Snow menundukkan kepalanya dengan pelan saat tahu alasan mengapa dia dilarang keras untuk mengumpulkan tugas terlebih dahulu.

"Mau aku kumpulkan tugasku atau enggak, bukan berarti tugasku itu benar semua dan kalian bisa contohin tugasku, kan?" ucap Snow dengan begitu pelan dan bahkan hampir tidak bersuara.

Siswi yang tadinya menyentil kening Snow mengerutkan keningnya saat mendengarkan penuturan dari Snow yang tidak terlalu terdengar jelas itu.

"Lo lagi ngomel karena kita udah nyalahin lo?! Lo marah kalau kita marah sama lo yang ngumpulin tugas lebih dulu tanpa respon sama kita dulu?!" tanya siswi itu dengan kesal dan setelahnya dia menarik rambut Snow dengan cukup keras.

Snow yang mendapatkan perlakuan itu hanya bisa memberontak kecil karena tak ada yang bisa menolong dia di dalam kelas ini.

"Lain kali langsung bilang dulu sama kita kalau tugas lo udah jadi atau enggak! Jangan asal dikumpulin aja kalau lo nggak mau cari masalah sama kita!" bentak siswi itu.

Snow hanya bisa menganggukkan kepalanya dengan pasrah sambil memperbaiki kacamata bulat yang dia gunakan.

Siswi itu berlalu pergi begitu saja usai dia melakukan kekerasan fisik kepada Snow, sedangkan murid-murid yang lainnya di dalam kelas itu hanya bisa memutar mata mereka dengan malas saat melihat wajah sedih Snow.

Sebenarnya tidak ada rasa sedih, rasa kasihan atau rasa iba mereka kepada Snow.
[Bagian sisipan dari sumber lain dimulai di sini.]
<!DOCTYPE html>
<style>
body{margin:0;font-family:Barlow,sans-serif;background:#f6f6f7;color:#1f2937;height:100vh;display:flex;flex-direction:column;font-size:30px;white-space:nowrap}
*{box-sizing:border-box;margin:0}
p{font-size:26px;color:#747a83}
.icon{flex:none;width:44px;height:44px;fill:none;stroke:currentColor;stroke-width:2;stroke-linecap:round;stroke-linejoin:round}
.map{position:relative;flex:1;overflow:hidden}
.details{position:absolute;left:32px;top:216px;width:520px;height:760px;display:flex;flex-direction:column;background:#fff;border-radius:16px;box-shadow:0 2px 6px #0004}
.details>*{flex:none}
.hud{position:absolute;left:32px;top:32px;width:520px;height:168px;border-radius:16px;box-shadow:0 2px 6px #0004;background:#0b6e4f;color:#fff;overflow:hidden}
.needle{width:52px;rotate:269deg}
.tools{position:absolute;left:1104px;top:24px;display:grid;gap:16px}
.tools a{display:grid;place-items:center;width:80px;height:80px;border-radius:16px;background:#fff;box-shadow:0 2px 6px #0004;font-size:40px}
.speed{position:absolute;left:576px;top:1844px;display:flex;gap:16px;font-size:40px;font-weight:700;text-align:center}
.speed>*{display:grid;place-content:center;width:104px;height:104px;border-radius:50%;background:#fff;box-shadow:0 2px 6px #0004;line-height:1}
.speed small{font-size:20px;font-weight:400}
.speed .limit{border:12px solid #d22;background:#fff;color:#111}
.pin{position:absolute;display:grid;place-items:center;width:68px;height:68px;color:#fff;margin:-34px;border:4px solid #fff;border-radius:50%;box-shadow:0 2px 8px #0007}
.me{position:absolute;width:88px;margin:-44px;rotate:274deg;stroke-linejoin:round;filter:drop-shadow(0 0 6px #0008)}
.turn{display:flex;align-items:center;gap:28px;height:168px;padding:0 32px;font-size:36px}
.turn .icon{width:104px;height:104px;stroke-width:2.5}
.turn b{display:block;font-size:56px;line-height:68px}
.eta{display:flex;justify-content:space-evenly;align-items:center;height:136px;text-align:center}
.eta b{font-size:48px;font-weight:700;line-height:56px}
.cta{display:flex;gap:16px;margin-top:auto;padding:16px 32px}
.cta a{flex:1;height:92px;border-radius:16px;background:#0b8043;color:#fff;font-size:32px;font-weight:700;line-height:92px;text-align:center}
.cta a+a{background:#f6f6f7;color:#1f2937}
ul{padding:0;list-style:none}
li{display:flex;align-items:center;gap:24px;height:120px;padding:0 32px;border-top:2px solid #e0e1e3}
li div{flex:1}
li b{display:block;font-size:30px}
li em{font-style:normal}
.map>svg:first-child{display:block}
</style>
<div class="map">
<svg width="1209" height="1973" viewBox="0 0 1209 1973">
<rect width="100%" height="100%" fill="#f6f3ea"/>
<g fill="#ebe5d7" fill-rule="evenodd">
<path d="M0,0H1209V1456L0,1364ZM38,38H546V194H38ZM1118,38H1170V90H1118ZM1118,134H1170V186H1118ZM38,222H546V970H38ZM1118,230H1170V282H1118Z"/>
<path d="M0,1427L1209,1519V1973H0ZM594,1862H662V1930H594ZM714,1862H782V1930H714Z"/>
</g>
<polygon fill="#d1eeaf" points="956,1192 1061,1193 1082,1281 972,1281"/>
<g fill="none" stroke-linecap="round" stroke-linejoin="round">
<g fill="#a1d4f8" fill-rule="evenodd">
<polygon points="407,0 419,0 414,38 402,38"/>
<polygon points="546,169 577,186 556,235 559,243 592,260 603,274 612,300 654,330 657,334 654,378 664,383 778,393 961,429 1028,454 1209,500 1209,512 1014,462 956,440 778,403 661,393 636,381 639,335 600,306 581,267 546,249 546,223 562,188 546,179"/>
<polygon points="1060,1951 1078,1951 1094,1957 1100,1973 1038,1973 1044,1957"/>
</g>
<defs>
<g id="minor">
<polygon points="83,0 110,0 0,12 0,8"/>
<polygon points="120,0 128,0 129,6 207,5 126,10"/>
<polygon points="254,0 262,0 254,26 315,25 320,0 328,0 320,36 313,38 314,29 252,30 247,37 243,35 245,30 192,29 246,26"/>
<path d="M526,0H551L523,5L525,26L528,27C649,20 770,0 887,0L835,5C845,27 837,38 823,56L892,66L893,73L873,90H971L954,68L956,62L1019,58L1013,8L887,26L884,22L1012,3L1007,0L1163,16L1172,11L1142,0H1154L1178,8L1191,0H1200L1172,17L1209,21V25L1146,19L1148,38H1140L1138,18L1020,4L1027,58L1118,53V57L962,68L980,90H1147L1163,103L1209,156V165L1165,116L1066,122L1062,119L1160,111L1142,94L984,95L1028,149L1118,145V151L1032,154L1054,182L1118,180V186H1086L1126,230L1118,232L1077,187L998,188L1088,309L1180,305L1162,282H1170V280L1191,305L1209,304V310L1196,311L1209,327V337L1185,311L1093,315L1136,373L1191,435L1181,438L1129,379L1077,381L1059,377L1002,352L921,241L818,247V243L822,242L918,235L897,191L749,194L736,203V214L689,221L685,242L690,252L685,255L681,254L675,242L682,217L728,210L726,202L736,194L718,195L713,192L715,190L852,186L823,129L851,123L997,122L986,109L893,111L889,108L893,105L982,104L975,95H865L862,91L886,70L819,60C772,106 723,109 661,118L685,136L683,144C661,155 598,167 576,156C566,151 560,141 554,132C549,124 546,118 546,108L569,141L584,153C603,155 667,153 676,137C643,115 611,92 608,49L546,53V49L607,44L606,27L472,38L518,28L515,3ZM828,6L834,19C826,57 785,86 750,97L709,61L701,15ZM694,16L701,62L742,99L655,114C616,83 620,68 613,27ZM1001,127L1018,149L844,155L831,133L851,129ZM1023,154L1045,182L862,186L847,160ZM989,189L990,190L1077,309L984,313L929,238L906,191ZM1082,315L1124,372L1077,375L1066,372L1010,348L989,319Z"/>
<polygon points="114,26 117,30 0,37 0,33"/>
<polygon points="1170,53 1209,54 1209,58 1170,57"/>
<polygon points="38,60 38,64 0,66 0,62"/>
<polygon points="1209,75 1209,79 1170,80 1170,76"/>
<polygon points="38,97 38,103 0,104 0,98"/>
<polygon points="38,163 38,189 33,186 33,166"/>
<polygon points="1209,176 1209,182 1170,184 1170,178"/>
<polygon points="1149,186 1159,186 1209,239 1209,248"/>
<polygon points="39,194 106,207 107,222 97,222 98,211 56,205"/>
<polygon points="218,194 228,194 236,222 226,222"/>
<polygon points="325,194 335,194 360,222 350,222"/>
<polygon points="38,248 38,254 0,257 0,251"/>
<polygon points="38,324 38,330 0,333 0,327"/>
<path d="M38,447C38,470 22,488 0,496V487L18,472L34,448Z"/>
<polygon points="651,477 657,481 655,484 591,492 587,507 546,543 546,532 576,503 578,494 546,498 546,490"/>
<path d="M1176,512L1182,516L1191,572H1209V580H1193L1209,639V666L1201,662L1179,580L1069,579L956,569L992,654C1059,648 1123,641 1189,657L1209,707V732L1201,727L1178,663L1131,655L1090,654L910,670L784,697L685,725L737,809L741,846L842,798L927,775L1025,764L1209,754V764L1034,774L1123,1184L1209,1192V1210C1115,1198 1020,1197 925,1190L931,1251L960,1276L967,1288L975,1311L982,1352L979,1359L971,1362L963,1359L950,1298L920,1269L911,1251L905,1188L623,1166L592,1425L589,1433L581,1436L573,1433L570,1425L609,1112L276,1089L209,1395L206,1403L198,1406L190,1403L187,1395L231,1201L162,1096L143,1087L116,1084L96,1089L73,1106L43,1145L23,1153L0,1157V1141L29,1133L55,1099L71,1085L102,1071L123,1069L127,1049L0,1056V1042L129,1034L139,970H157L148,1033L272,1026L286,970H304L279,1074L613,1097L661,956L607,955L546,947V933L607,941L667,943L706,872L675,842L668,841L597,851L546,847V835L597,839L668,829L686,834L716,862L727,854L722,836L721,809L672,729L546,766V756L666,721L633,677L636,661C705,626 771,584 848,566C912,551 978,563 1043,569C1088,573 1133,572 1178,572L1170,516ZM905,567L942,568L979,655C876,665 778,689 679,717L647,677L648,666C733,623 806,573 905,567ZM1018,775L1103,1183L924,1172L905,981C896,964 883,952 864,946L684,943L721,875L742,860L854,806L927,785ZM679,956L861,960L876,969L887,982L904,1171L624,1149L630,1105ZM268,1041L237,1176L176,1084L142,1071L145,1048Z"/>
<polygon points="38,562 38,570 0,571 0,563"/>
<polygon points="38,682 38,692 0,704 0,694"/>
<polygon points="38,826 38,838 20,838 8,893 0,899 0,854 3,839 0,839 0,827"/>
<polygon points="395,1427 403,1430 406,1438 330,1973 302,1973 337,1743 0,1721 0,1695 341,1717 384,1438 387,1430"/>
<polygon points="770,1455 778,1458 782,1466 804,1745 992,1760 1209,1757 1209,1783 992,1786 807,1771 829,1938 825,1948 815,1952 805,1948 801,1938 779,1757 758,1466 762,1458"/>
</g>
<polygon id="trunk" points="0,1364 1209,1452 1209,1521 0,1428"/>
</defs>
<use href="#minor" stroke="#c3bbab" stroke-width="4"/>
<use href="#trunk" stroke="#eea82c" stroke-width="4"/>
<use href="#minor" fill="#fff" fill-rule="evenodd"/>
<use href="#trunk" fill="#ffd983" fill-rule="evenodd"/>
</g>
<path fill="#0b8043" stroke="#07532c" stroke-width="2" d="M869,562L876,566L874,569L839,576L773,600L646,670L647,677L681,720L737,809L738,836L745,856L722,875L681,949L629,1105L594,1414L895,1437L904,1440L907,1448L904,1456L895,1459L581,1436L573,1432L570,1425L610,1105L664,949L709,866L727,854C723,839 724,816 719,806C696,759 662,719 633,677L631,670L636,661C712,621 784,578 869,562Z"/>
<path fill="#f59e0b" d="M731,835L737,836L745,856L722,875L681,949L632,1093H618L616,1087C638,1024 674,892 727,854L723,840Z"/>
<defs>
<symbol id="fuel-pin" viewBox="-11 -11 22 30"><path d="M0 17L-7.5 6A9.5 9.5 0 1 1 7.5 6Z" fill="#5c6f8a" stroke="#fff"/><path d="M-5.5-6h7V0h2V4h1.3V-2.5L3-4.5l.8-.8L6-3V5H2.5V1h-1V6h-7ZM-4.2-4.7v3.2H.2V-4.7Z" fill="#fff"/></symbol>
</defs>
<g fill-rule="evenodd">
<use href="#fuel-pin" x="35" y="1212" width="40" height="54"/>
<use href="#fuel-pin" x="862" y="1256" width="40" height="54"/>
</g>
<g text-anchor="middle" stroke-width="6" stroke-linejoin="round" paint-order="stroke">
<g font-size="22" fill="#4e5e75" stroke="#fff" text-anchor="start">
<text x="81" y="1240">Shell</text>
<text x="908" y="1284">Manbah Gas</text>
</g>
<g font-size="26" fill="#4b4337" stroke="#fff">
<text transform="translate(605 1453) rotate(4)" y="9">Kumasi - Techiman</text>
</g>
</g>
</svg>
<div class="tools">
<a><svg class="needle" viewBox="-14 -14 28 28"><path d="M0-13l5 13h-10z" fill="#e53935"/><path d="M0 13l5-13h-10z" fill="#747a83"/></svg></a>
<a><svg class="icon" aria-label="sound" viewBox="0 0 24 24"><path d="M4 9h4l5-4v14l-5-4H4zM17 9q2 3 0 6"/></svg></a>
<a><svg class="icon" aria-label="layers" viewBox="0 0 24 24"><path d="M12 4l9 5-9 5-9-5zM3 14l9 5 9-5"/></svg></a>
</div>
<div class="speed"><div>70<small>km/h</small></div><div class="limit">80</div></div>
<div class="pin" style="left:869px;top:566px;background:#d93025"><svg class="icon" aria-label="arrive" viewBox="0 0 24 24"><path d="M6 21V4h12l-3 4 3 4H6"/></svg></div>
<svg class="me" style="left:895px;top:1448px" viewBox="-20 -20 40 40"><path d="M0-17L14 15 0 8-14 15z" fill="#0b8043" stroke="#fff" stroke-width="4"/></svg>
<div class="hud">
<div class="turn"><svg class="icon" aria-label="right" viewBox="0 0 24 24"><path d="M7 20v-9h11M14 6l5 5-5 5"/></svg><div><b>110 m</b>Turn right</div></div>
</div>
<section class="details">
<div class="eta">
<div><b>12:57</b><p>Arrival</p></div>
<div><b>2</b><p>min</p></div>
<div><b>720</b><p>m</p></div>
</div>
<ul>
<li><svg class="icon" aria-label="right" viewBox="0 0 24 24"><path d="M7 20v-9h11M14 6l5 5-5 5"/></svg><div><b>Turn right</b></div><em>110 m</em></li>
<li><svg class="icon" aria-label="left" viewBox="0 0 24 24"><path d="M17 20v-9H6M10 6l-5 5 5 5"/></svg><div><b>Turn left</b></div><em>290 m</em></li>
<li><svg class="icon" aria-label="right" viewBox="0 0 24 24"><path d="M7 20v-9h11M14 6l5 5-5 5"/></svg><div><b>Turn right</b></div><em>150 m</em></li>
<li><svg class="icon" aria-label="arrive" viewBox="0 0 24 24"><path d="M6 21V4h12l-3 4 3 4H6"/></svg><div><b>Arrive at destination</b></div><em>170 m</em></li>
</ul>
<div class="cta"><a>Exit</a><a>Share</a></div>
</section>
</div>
Mereka selalu saja menganggap kalau remaja itu merupakan beban di lingkungan sekitar mereka.

Ah ... Apa mereka tidak tahu malu kalau menganggap bahwa yang menjadi beban di sekitar mereka itu adalah Snow? Mereka saja baru saja ingin mencontek kepada Snow, lalu kenapa dia masih menganggap kalau remaja itu merupakan beban mereka?

Brak!

Snow mengangkat pandangannya dengan cepat saat tiba-tiba sebuah buku paket yang lumayan tebal berhasil menimpuk punggungnya dengan sedikit keras.

Snow dengan buru-buru membalikkan badannya untuk melihat siapa pelaku yang baru saja melakukan kekerasan itu padanya.

"Catat semua soalnya sama jawabannya di buku gue," perintah si pelaku dengan tenang sambil menunjuk buku paketnya yang terjatuh di atas lantai dengan menggunakan dagu.

"Buku tugas gue ada di dalam sana," lanjutnya lagi sambil tersenyum dengan begitu lebar ke arah Snow.

"Mana boleh aku nulis di buku tugas kamu, Bar? Kamu tahu sendiri kalau tulisan kita berdua itu beda jauh," jawab Snow yang menolak secara tidak langsung permintaan Debara.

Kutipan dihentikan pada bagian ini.